# Litespeed Sienna bottlecage problem



## andym (Oct 4, 2005)

We picked up a Litespeed Sienna XS frame for my girlfriend and on the first ride, we realized the seat tube bottle cage won't allow a 24oz bottle to fit in the frame. The top of the bottle hits the top tube. Even the bottom tube mounted cage doesn't allow getting the bottle in/out easily. It also isn't easy to get a smaller bottle out of the seat tube cage. Looking at the frame, the cages do sit much higher in the frame than they do on my bike. Any advice on getting them low enough to fit a bottle in? If it helps, the cages are Arundel Stainless.


----------



## ewitz (Sep 11, 2002)

http://store.tri3sports.ca/store/product/1164/Arundel-Sideloader-Carbon-Cage/


----------



## andym (Oct 4, 2005)

A side loader will help on the downtube cage but not the seat tube cage.

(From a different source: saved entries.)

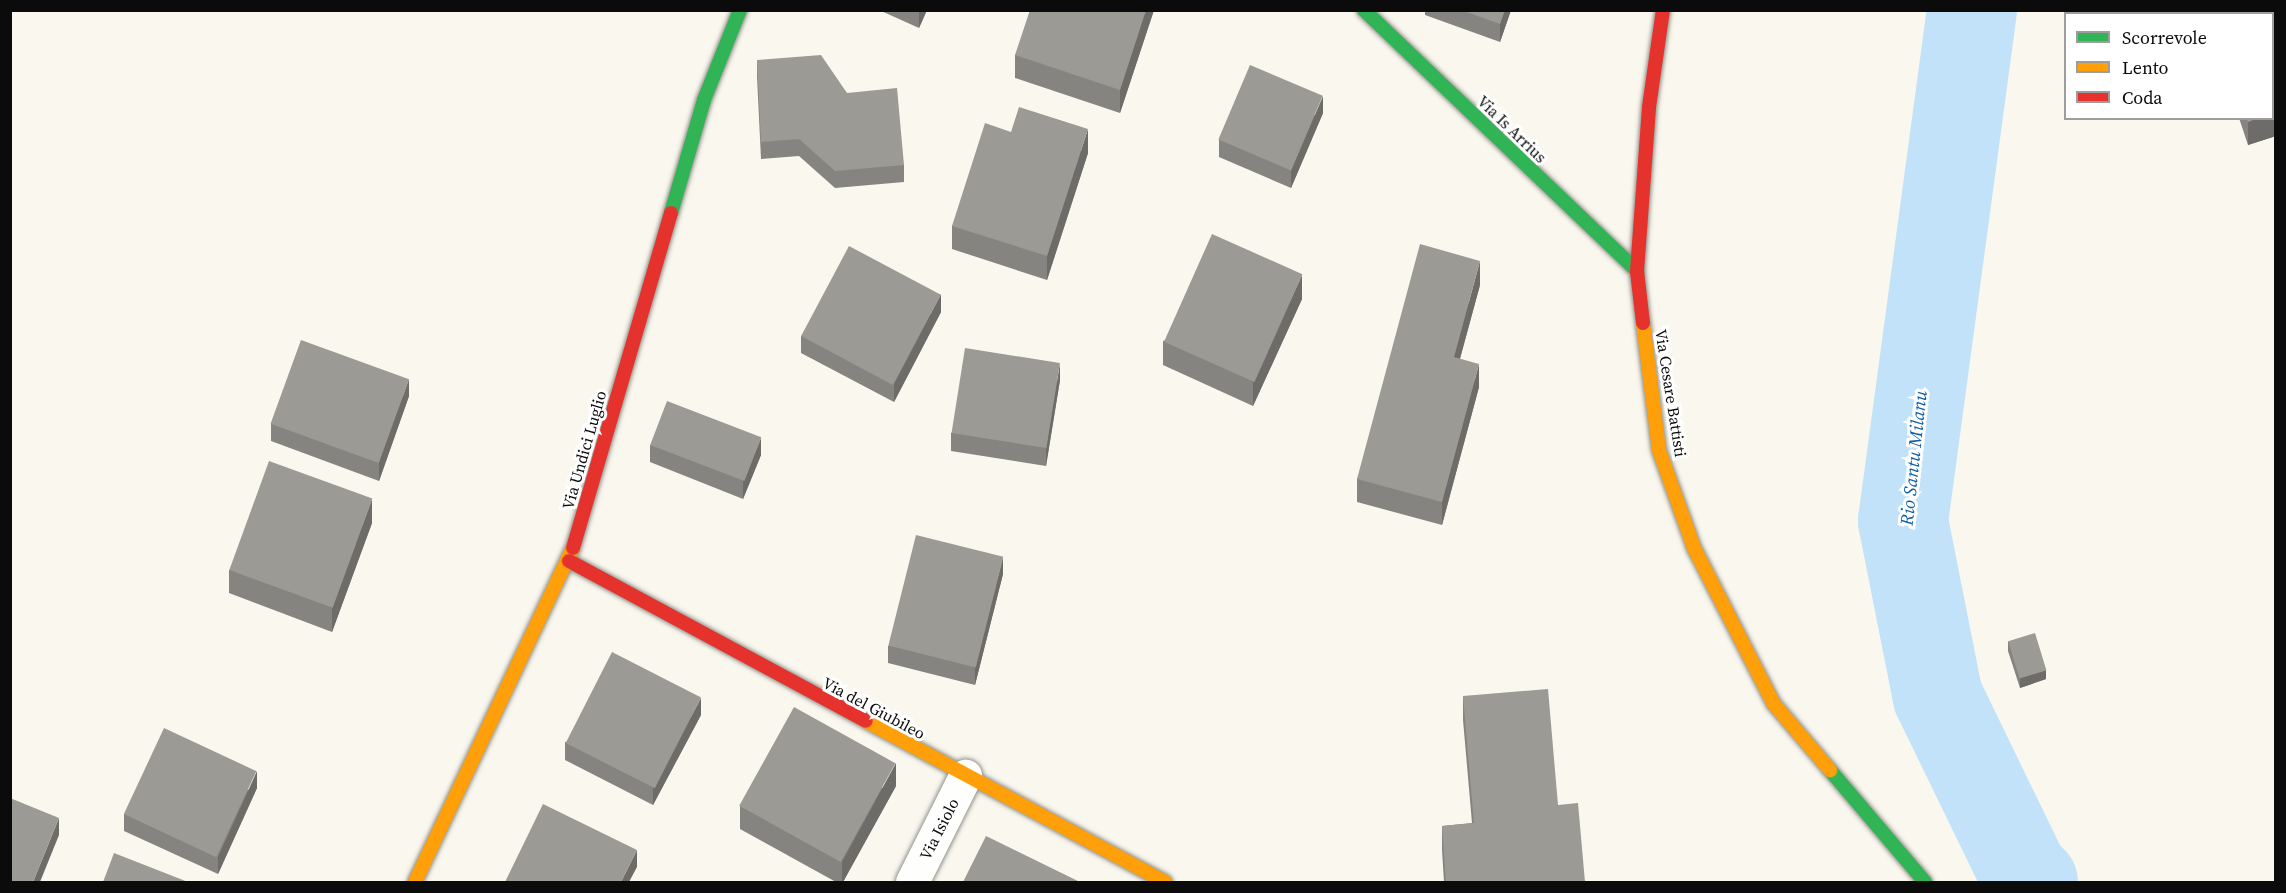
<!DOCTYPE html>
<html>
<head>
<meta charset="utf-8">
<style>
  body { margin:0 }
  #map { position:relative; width:2286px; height:893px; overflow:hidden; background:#faf8ee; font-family:"Source Serif 4",serif }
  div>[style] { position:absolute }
  .river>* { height:90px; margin:-45px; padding:0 45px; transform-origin:45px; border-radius:45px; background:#c1e2f8 }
  .roads { filter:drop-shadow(0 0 2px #93928d) drop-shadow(0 0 2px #93928d) }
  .street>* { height:33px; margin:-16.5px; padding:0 16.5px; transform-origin:16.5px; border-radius:16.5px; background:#fefefc }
  .fast>* { height:14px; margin:-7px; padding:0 7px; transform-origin:7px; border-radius:7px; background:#30b455 }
  .slow>* { height:14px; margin:-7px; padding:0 7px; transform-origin:7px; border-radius:7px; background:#ff9f0a }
  .jam>* { height:14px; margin:-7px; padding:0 7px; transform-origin:7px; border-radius:7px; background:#e5322d }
  .wall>* { inset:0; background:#868480 }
  .shaded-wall>* { inset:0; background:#6d6c68 }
  .building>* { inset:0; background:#9c9a95; transform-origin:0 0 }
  span { translate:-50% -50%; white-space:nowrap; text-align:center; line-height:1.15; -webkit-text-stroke:6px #fff; paint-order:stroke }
  .street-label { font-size:16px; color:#0b0b0b }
  .water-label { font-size:18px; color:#0a5da7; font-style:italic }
  .frame { position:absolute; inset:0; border:12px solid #0b0b0b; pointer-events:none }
  .legend { position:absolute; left:2064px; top:12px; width:210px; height:108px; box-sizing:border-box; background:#fff; border:2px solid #9d9d9d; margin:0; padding:8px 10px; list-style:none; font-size:18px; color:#0b0b0b }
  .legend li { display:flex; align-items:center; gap:12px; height:30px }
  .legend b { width:30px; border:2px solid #9d9d9d }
</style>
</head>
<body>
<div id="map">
  <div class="river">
    <div style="left:1972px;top:10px;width:516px;rotate:97.69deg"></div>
    <div style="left:1903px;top:521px;width:179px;rotate:78.8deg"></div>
    <div style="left:1938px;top:697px;width:195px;rotate:64.1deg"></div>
    <div style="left:2023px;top:872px;width:14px;rotate:45deg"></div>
  </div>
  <div class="roads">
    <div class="street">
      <div style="left:912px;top:882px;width:119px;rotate:-63.4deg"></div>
    </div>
    <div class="fast">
      <div style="left:1364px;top:10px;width:378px;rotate:43.7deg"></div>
      <div style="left:671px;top:213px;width:118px;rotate:-73.7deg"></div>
      <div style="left:704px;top:100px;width:97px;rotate:-68.2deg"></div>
      <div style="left:1830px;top:770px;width:147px;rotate:49.7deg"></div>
    </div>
    <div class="slow">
      <div style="left:1643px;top:323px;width:128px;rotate:82.8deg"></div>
      <div style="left:1659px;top:450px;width:104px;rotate:70.3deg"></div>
      <div style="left:1694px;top:548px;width:175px;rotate:62.9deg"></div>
      <div style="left:1774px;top:704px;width:87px;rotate:49.7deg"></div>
      <div style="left:866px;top:721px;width:340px;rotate:28.3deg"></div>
      <div style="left:415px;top:882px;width:369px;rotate:-64.7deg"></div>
    </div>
    <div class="jam">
      <div style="left:1643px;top:323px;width:52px;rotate:-96.6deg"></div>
      <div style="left:1637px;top:271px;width:164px;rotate:-85.8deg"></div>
      <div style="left:1649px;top:107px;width:98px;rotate:-81.8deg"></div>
      <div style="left:573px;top:548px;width:349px;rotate:-73.7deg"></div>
      <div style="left:569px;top:561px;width:337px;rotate:28.3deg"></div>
    </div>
  </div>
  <div class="wall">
    <div style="clip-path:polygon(879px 10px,927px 10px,919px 28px)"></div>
    <div style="clip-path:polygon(1154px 10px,1120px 113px,1015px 78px,1015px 55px)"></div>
    <div style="clip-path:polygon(1425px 10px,1511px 10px,1500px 42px,1425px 15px)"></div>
    <div style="clip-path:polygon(2204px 10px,2276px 10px,2276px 136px,2248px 145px,2239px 118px,2272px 118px,2272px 14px,2205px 14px)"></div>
    <div style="clip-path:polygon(757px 60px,847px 93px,904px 165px,904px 182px,835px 188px,799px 156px,761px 159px,757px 77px)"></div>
    <div style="clip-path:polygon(1323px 113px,1291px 188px,1219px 157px,1219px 140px)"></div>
    <div style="clip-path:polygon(1011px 132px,1088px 153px,1047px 280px,952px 249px,952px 226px)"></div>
    <div style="clip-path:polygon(1480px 285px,1460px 359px,1479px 387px,1442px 525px,1357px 502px,1357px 479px)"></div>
    <div style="clip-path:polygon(1302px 299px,1253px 406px,1163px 365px,1163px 341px)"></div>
    <div style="clip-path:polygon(941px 312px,894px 402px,801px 353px,801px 336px)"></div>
    <div style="clip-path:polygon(1060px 380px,1046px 466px,951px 451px,951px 433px)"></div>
    <div style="clip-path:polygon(409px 396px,379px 481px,271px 441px,271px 424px)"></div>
    <div style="clip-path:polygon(650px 445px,761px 455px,743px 499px,650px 462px)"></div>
    <div style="clip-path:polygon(372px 523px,332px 632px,229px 593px,229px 570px)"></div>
    <div style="clip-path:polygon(1003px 574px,975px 685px,888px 663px,888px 646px)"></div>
    <div style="clip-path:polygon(2008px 641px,2046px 679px,2020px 688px,2008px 651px)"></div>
    <div style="clip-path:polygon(1463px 696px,1558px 805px,1585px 882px,1444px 882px,1442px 850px,1442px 826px,1472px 823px,1463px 720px)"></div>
    <div style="clip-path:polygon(701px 715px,653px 805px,565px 760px,565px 742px)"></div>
    <div style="clip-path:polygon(896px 786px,843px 882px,836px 882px,740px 829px,740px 806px)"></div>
    <div style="clip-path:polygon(257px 788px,218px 874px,124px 831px,124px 814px)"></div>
  </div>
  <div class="shaded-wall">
    <div style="clip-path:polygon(919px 10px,927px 10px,919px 28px)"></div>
    <div style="clip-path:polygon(1146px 10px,1154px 10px,1120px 113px,1120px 90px)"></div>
    <div style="clip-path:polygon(1505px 10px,1511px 10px,1500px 42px,1500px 24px)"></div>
    <div style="clip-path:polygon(1323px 96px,1323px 113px,1291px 188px,1291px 171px)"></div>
    <div style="clip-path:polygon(2276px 113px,2276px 136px,2248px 145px,2248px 122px,2258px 118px,2272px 118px,2272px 114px)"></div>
    <div style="clip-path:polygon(1088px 129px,1088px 153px,1047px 280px,1047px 256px)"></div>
    <div style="clip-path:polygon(1480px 261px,1480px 285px,1454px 380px,1454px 357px)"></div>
    <div style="clip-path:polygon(1302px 275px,1302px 299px,1253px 406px,1253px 382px)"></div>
    <div style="clip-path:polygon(941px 294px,941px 312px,894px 402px,894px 384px)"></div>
    <div style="clip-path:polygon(1060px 363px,1060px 380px,1046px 466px,1046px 449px)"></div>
    <div style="clip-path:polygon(1479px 364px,1479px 387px,1442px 525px,1442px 502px)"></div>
    <div style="clip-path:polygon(409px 379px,409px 396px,379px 481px,379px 463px)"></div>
    <div style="clip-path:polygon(761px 438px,761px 455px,743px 499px,743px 481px)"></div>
    <div style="clip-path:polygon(372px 499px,372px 523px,332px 632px,332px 609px)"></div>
    <div style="clip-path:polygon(1003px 557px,1003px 574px,975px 685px,975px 667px)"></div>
    <div style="clip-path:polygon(2046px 670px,2046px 679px,2020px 688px,2020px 678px)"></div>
    <div style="clip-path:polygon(701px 698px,701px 715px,653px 805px,653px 788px)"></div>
    <div style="clip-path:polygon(896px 763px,896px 786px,843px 882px,842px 882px,842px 862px)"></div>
    <div style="clip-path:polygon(257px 771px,257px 788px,218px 874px,218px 857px)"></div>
    <div style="clip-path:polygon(59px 818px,59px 835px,40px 882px,33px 882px)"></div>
    <div style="clip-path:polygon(637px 850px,637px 867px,629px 882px,621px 882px)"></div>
  </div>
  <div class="building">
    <div style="clip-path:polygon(1030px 10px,1146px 10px,1120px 90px,1015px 55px)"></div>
    <div style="clip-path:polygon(1461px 10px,1505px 10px,1500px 24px)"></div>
    <div style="clip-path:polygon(2212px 10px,2276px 10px,2276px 113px,2272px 114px,2272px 14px,2213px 14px)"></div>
    <div style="clip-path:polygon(821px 55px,847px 93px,897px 88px,904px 165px,835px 171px,799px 139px,761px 142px,757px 60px)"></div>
    <div style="left:1250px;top:65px;width:79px;height:81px;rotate:23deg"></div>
    <div style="clip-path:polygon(1019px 107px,1088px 129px,1047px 256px,952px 226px,985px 123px,1011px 132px)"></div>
    <div style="clip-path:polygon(2247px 118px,2258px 118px,2248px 122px)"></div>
    <div style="left:1212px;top:234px;width:99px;height:118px;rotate:24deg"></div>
    <div style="clip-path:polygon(1420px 244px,1480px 261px,1454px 357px,1479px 364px,1442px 502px,1357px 479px)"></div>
    <div style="left:849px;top:246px;width:104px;height:102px;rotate:28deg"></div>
    <div style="left:301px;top:340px;width:115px;height:89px;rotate:20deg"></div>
    <div style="left:965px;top:348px;width:96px;height:86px;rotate:9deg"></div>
    <div style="left:667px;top:401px;width:101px;height:47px;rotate:21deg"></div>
    <div style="left:269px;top:461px;width:110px;height:116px;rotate:20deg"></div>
    <div style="left:916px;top:535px;width:90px;height:114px;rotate:14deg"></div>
    <div style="left:2035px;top:633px;width:39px;height:28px;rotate:73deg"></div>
    <div style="left:612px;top:652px;width:100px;height:102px;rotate:27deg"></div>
    <div style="clip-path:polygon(1548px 689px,1558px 805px,1578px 803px,1585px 882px,1446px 882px,1442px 826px,1474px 823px,1463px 696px)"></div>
    <div style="left:794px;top:707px;width:116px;height:113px;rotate:29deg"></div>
    <div style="left:164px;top:728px;width:102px;height:95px;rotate:25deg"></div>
    <div style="clip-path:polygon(10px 798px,59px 818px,33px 882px,10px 882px)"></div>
    <div style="clip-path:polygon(543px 804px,637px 850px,621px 882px,505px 882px)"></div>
    <div style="clip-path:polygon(986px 836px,1080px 882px,963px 882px)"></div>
    <div style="clip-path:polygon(114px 853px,188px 882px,103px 882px)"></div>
  </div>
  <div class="street-label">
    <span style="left:1512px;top:129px;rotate:44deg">Via Is Arrius</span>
    <span style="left:1671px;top:393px;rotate:81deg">Via Cesare Battisti</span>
    <span style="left:584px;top:450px;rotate:-74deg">Via Undici Luglio</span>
    <span style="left:874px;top:708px;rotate:28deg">Via del Giubileo</span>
    <span style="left:939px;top:829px;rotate:-63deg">Via Isiolo</span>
  </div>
  <div class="water-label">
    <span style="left:1914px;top:458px;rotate:-84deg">Rio Santu Milanu</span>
  </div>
  <div class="frame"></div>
  <ul class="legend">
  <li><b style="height:8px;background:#30b455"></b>Scorrevole</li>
  <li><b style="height:8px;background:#ff9f0a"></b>Lento</li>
  <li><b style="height:8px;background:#e5322d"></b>Coda</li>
  </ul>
</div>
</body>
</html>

The top of the bottle would still hit the top tube.


----------



## andym (Oct 4, 2005)

Just an update on this situation. We sent the bike back to Litespeed for their warranty department to check out. At first they were willing to install a new lower boss on the seat tube but wouldn't repaint the frame. Later the story changed to they wanted to repaint the frame since it had a flaw in the clear coat but wouldn't install a new lower boss since that's the way the engineer designed it. Apparently the engineer says that frame should use a 12oz water bottle. It seems to me like they would want to mount them as low in the frame as possible to lower the center of gravity and improve handling. Overall the experience with ABG hasn't been good. They changed the bike in 09 to allow the use of a normal size bottle. It seems to me that this is admitting to a design flaw and they should offer some means of fixing it.


----------